Sen. Ben Nelson of Nebraska, one of the Senate’s most conservative Democrats, senses a risk for his party on the deficit issue.

“I do believe that we need to make every effort to get our hands around it and not let it just be on auto-pilot; then the American people will understand that, and that will eliminate part of the political risk,” Nelson said. “But if it appears that there is not a strong focus on it and there is no sufficient effort to try to control it, then I think it’s a major political risk.”

And the Senate Budget Committee chairman, Kent Conrad (D-N.D.), was critical of the White House’s pay-go plan for proposing that the budgeting process need not apply to Medicare payments to physicians, patching the alternative minimum tax and for Bush-era tax cuts.

“While I very much favor putting statutory pay-go back on the books, I don’t support waiving pay-go for trillions of dollars of items that I think have to be paid for,” Conrad said Tuesday.

Republicans are eager to capitalize on such concerns, with Senate Minority Leader Mitch McConnell (R-Ky.) repeatedly making speeches attacking Democrats’ spending and health care proposals — a slow-build tactic similar to the one he employed over Obama’s proposal to close the Guantanamo Bay detention facility.

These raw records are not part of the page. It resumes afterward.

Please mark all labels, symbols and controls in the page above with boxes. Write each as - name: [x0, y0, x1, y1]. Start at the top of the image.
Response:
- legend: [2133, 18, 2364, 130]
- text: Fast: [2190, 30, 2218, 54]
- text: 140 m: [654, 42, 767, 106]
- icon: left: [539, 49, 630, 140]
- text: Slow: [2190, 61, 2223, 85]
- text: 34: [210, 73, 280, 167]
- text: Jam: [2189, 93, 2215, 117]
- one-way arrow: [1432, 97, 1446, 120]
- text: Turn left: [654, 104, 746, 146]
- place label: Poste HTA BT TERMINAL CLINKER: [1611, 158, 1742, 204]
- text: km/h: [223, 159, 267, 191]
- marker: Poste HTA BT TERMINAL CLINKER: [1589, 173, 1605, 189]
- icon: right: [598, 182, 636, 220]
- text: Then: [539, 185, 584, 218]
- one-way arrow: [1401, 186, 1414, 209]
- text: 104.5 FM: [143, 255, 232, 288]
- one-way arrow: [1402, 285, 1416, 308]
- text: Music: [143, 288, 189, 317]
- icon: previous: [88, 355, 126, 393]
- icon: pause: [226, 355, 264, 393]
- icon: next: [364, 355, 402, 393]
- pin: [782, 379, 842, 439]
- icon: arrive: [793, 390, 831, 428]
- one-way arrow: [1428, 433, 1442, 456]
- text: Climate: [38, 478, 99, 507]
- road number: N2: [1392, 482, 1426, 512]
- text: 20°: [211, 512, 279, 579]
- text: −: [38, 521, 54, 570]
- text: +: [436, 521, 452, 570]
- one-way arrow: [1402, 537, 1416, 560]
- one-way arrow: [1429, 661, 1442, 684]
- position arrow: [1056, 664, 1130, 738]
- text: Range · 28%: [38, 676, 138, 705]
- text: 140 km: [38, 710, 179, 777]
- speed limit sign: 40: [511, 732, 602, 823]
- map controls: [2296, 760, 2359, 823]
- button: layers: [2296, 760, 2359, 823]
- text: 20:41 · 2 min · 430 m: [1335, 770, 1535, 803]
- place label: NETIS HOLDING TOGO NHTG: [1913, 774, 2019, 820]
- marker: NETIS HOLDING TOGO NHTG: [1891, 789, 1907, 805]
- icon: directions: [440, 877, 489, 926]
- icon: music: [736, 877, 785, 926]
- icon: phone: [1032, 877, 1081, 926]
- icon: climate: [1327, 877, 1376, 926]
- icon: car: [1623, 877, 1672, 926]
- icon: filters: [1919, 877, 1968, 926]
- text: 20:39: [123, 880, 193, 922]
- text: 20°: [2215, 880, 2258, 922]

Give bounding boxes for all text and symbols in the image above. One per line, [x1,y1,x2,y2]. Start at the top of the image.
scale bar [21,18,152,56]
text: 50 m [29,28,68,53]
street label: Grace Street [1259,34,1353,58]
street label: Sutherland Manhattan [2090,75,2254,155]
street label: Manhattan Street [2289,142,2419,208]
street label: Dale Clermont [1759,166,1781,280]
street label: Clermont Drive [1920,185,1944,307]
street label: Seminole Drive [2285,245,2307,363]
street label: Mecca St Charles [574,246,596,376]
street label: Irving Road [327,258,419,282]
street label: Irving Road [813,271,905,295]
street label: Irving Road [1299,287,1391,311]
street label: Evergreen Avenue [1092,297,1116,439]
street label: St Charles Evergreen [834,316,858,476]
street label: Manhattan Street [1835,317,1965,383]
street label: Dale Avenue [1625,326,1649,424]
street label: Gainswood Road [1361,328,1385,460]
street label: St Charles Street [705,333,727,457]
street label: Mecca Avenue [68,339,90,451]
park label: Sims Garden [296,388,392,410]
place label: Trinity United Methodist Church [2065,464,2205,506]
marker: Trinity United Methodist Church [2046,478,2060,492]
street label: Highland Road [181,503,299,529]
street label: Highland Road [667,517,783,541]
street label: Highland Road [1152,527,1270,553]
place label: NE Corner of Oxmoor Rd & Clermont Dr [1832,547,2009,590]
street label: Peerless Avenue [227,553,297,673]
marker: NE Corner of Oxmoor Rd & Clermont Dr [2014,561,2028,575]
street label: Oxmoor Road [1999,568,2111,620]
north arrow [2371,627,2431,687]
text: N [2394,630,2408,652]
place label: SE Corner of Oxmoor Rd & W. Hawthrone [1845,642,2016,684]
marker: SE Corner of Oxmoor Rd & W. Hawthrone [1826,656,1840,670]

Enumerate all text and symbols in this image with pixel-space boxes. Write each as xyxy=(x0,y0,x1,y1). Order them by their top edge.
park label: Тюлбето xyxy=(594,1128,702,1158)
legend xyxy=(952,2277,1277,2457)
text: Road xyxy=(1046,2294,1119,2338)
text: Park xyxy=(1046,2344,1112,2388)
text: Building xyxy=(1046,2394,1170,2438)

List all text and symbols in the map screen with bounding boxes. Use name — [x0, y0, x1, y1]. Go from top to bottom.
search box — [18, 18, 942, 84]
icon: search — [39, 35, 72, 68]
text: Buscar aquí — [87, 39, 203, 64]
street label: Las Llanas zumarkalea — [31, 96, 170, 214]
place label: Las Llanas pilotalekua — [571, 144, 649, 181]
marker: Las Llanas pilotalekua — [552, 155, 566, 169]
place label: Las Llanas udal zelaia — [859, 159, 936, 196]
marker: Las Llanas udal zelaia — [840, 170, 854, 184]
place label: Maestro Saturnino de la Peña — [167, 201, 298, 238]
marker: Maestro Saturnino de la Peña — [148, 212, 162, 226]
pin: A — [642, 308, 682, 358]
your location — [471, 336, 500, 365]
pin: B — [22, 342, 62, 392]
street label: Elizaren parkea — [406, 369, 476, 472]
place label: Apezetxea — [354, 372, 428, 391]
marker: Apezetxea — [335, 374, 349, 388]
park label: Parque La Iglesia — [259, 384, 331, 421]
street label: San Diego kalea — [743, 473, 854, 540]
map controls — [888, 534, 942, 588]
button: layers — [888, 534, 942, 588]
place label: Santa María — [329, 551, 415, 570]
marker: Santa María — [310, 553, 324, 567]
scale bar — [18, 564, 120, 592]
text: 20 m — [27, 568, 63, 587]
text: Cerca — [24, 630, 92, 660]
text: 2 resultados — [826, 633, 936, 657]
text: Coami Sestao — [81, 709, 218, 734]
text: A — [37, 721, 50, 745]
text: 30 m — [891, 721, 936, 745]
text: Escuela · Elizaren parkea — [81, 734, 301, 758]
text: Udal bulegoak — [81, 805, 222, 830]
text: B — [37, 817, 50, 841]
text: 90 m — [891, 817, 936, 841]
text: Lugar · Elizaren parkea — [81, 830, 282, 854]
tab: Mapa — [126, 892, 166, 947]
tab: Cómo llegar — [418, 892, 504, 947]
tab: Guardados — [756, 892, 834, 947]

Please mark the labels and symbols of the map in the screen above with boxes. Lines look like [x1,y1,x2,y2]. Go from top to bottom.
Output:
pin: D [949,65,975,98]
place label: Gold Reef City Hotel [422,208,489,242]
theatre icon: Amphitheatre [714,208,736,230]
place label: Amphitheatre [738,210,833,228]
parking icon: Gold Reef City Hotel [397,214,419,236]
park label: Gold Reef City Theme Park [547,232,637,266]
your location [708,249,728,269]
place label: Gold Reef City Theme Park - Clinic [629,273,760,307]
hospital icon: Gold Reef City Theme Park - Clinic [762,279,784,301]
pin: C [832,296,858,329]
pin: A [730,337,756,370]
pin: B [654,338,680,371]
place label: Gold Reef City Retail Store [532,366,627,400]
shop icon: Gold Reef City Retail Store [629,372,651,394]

Said Alexander: “We respect the president, we understand he’s popular, but when it comes to debt, housing credits, getting government ownership and the car companies out of Washington, D.C., a government-run health plan, we’ve got issues — and what’s beginning to emerge, I think, is two words: Washington takeover.”

Sen. Tom Carper (D-Del.) cited a number of efforts under way to recoup costs from the economic crisis but acknowledged that Democrats need to make controlling spending part of their message.

“Part of our brand has to be, ‘We know how to spend money effectively,’” Carper said.